5.3 (a) The parties acknowledge that the Acquisition Shares, the
Additional Shares and the shares that may be issued as a result of the exercise
of the Warrant (collectively, the "Paradigm Shares") may not be resold unless an
exemption from registration thereof under the 1933 Act exists or a registration
statement covering the Paradigm Shares is filed with the SEC and declared
effective. Paradigm undertakes to include the Paradigm Shares in the first
registration statement on form SB-2 or S-3 filed with the SEC subsequent to the
issuance of the Paradigm Shares, or any part thereof, and the parties hereto
agree that in any event all Paradigm Shares must be included in such
registration statement in preference or with the same priority as that of shares
being originally issued by Paradigm.

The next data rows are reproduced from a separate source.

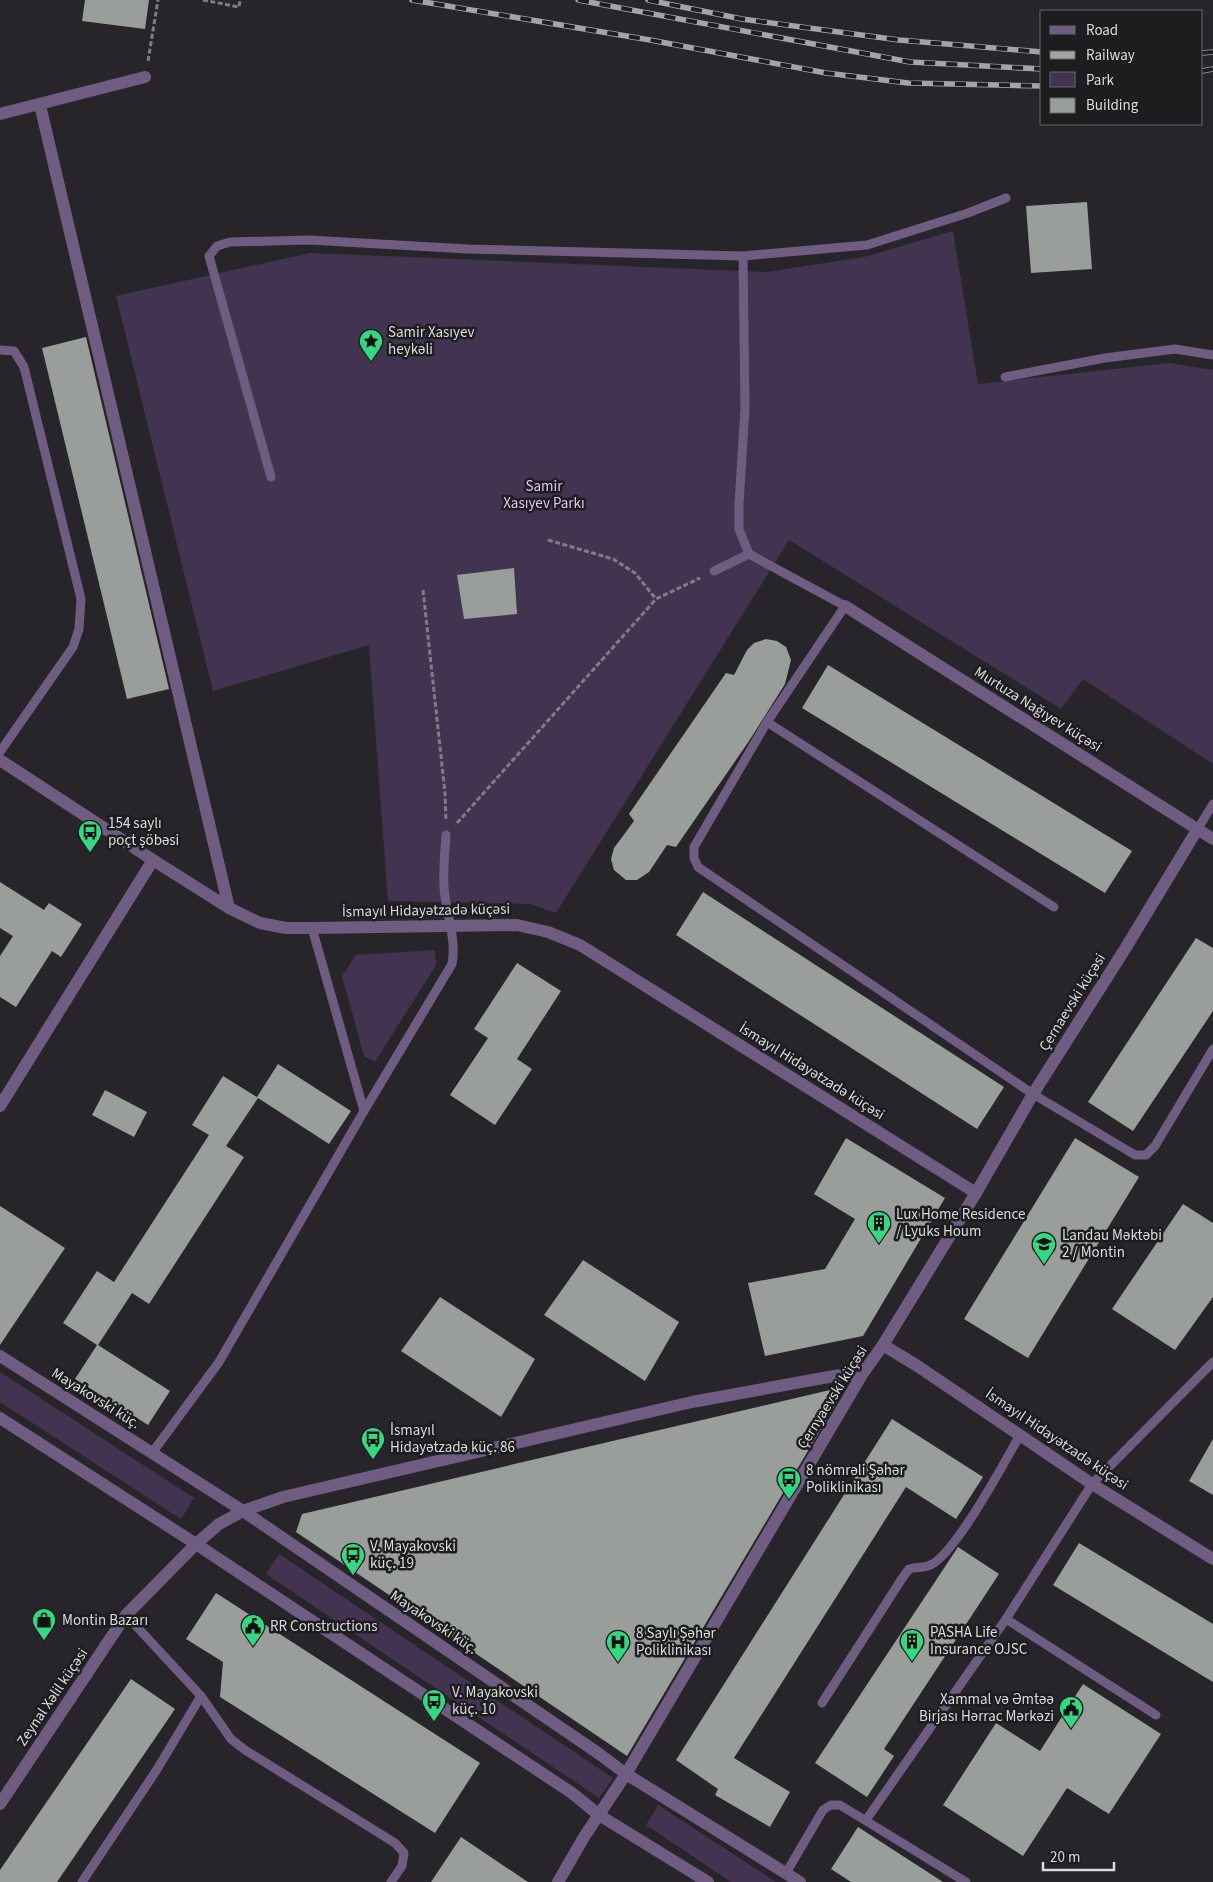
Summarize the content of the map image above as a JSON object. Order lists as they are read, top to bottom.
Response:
{
  "streets": {
    "street": [
      "Murtuza Nağıyev küçəsi",
      "İsmayıl Hidayətzadə küçəsi",
      "Çernaevski küçəsi",
      "Çernyaevski küçəsi",
      "Mayakovski küç.",
      "Zeynal Xəlil küçəsi"
    ]
  },
  "crossings": [
    ["Murtuza Nağıyev küçəsi", "Çernaevski küçəsi"],
    ["İsmayıl Hidayətzadə küçəsi", "Çernaevski küçəsi"],
    ["İsmayıl Hidayətzadə küçəsi", "Çernyaevski küçəsi"],
    ["Çernaevski küçəsi", "Çernyaevski küçəsi"],
    ["Çernyaevski küçəsi", "Mayakovski küç."],
    ["Çernyaevski küçəsi", "Zeynal Xəlil küçəsi"],
    ["Mayakovski küç.", "Zeynal Xəlil küçəsi"]
  ],
  "parks": ["Samir Xasıyev Parkı"],
  "places": {
    "place": ["Samir Xasıyev heykəli"],
    "bus stop": [
      "154 saylı poçt şöbəsi",
      "İsmayıl Hidayətzadə küç. 86",
      "8 nömrəli Şəhər Poliklinikası",
      "V. Mayakovski küç. 19",
      "V. Mayakovski küç. 10"
    ],
    "building": ["Lux Home Residence / Lyuks Houm", "PASHA Life Insurance OJSC"],
    "school or university": ["Landau Məktəbi 2 / Montin"],
    "shop": ["Montin Bazarı"],
    "public building": ["RR Constructions", "Xammal və Əmtəə Birjası Hərrac Mərkəzi"],
    "hospital": ["8 Saylı Şəhər Poliklinikası"]
  },
  "legend": [
    "Road",
    "Railway",
    "Park",
    "Building"
  ],
  "scale_bar": "20 m"
}
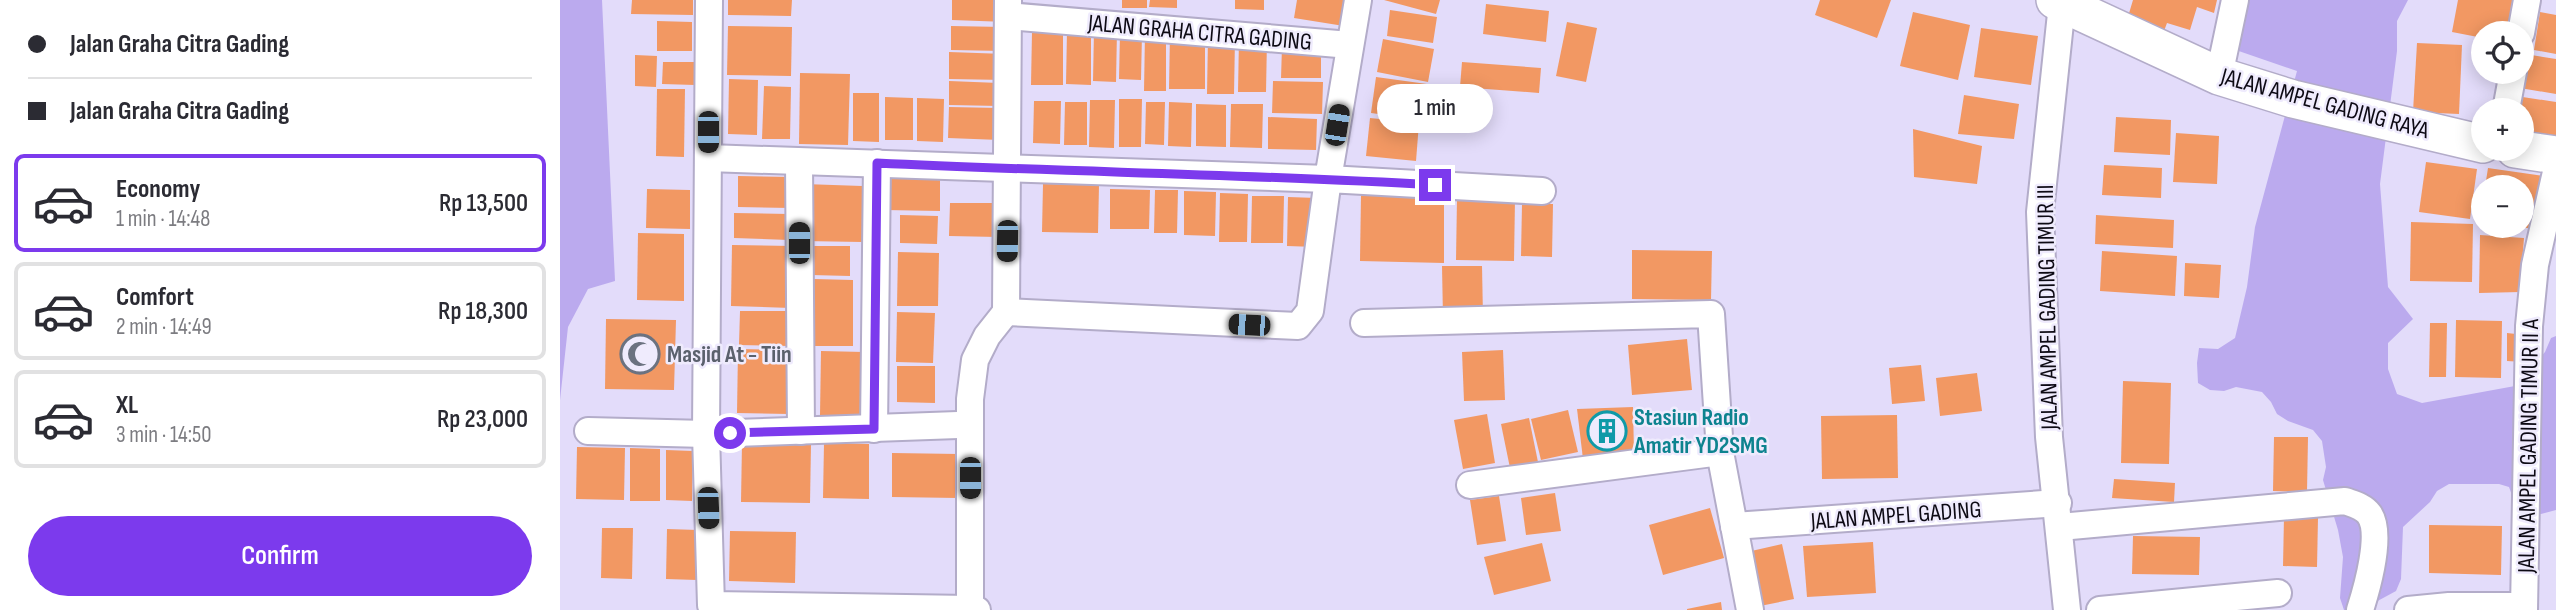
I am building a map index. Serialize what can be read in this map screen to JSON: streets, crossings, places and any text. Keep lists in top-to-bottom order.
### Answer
{
  "streets": {
    "main road": ["JALAN AMPEL GADING RAYA"],
    "street": [
      "JALAN GRAHA CITRA GADING",
      "JALAN AMPEL GADING TIMUR III",
      "JALAN AMPEL GADING TIMUR II A",
      "JALAN AMPEL GADING"
    ]
  },
  "crossings": [
    ["JALAN AMPEL GADING RAYA", "JALAN AMPEL GADING TIMUR III"],
    ["JALAN AMPEL GADING TIMUR III", "JALAN AMPEL GADING"]
  ],
  "places": {
    "mosque": ["Masjid At - Tiin"],
    "building": ["Stasiun Radio Amatir YD2SMG"]
  },
  "page": {
    "banner": ["Jalan Graha Citra Gading", "Jalan Graha Citra Gading"],
    "map_buttons": ["+", "−"],
    "bubble": "1 min",
    "list": [
      {
        "name": "Economy",
        "note": "1 min · 14:48",
        "value": "Rp 13,500"
      },
      {
        "name": "Comfort",
        "note": "2 min · 14:49",
        "value": "Rp 18,300"
      },
      {
        "name": "XL",
        "note": "3 min · 14:50",
        "value": "Rp 23,000"
      }
    ],
    "buttons": "Confirm"
  }
}
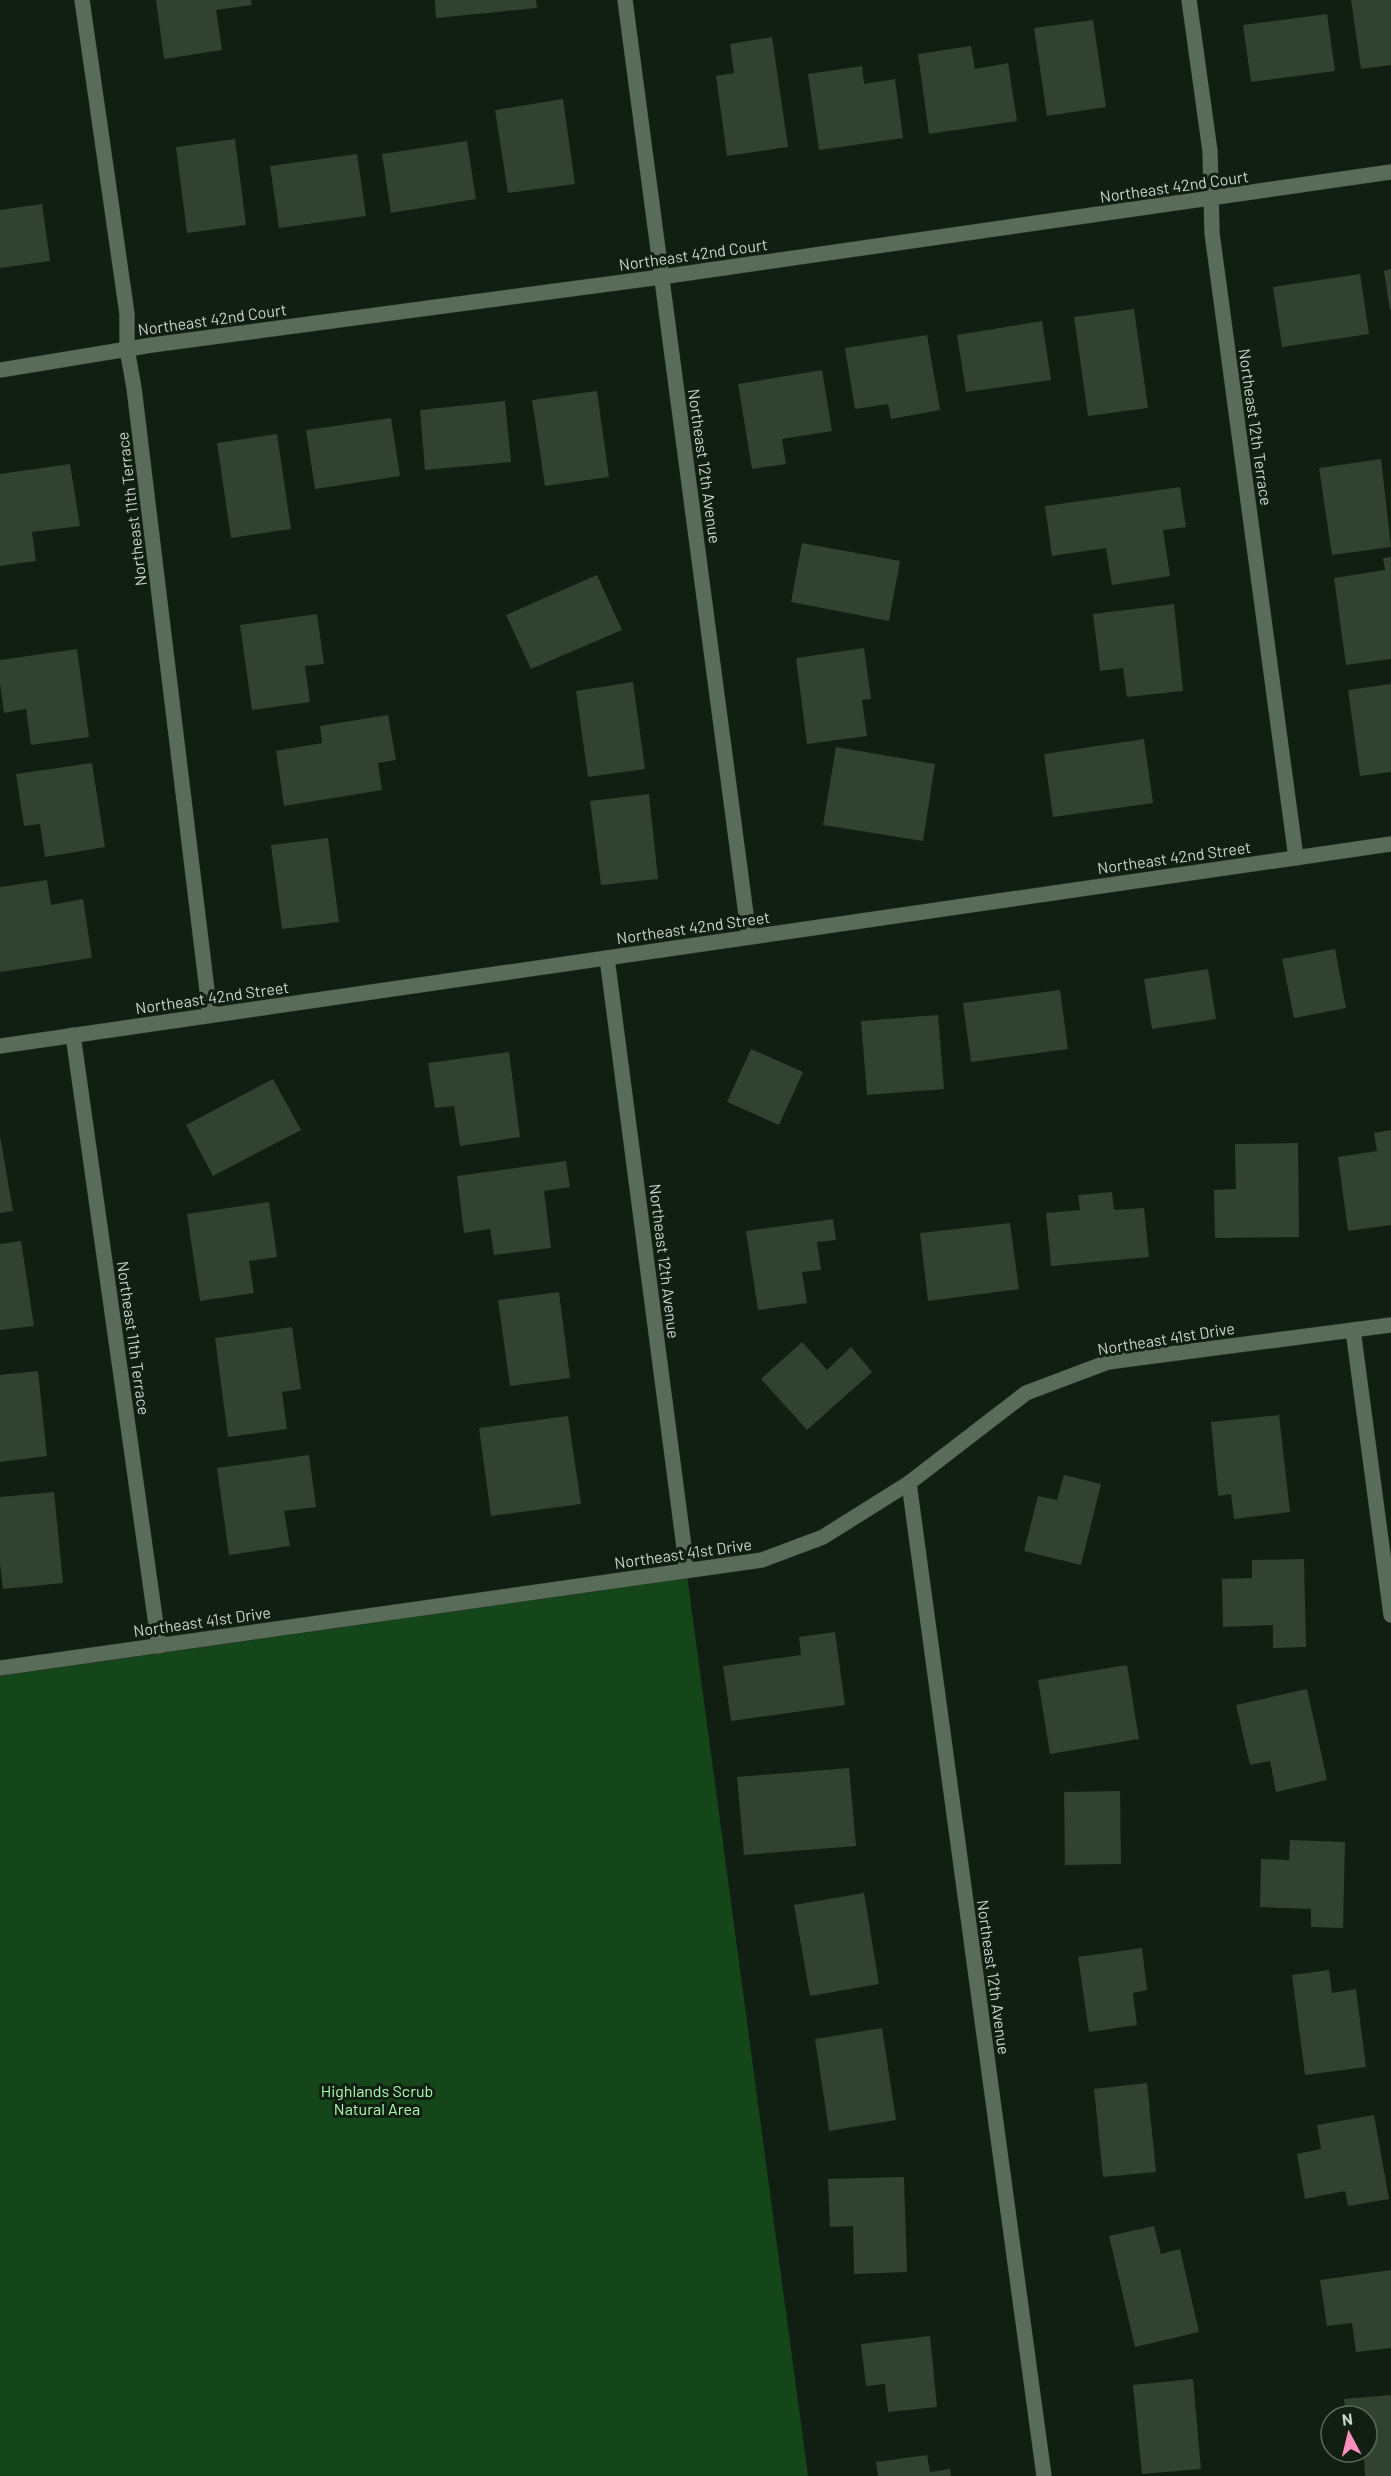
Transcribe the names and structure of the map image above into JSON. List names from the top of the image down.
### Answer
{
  "streets": {
    "street": [
      "Northeast 42nd Court",
      "Northeast 12th Terrace",
      "Northeast 12th Avenue",
      "Northeast 11th Terrace",
      "Northeast 42nd Street",
      "Northeast 41st Drive"
    ]
  },
  "crossings": [
    ["Northeast 42nd Court", "Northeast 12th Terrace"],
    ["Northeast 42nd Court", "Northeast 12th Avenue"],
    ["Northeast 42nd Court", "Northeast 11th Terrace"],
    ["Northeast 12th Terrace", "Northeast 42nd Street"],
    ["Northeast 12th Avenue", "Northeast 42nd Street"],
    ["Northeast 12th Avenue", "Northeast 41st Drive"],
    ["Northeast 11th Terrace", "Northeast 42nd Street"],
    ["Northeast 11th Terrace", "Northeast 41st Drive"]
  ],
  "parks": ["Highlands Scrub Natural Area"],
  "north": "top"
}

Paradigm hereby undertakes to use its best
efforts to obtain the registration of the Paradigm Shares for resale no later
than 12 months after the date hereof, and to use its best reasonable efforts to
seek the requisite approvals for such registration.
(b) Lock-Up Agreement
XxxxXx agrees, with respect to the first registration statement pursuant
to Section 5.3(a) in which any Paradigm Shares are included (the "Initial
Registration Statement") and for a period of 10 consecutive months commencing on
the date on which the Initial Registration Statement becomes effective (the
"Lock Up Period"), that it will not, without the prior written consent of
Paradigm, directly or indirectly, (i) offer, pledge, sell, contract to sell,
sell any option or contract to purchase, purchase any option or contract to
sell, grant any option, right or warrant for the sale of, or otherwise dispose
of or transfer (each of the foregoing, a "Transfer") any Paradigm Shares
included in such Initial Registration Statement, or (ii) enter into any swap or
any other agreement or any transaction that transfers, in whole or in part,
directly or indirectly, the economic consequence of ownership of such Paradigm
Shares, whether any such swap or transaction is to be settled by delivery of
Paradigm Shares or other securities, in cash or otherwise; provided, however,
that commencing on the date of effectiveness of the Initial Registration
Statement, the foregoing restrictions shall not apply to a Transfer by XxxxXx of
Paradigm Shares registered pursuant to a registration statement in a number per
each 30-day period during the Lock Up Period that shall not exceed the greater
of (i) 10% of the Paradigm Shares, and (ii) 20% of the weekly reported volume of
trading in shares of Paradigm common stock on the OTCBB during the week
immediately preceding such Transfer by XxxxXx. Following the lapse of the Lock
Up Period, the foregoing restrictions shall expire and have no further force of
effect.
(c) Permitted Transfer. The restrictions set forth in Section 5.3(b) shall
not apply to the Transfer of Paradigm Shares to an entity that consents in
writing to be subject to and bound by such restrictions.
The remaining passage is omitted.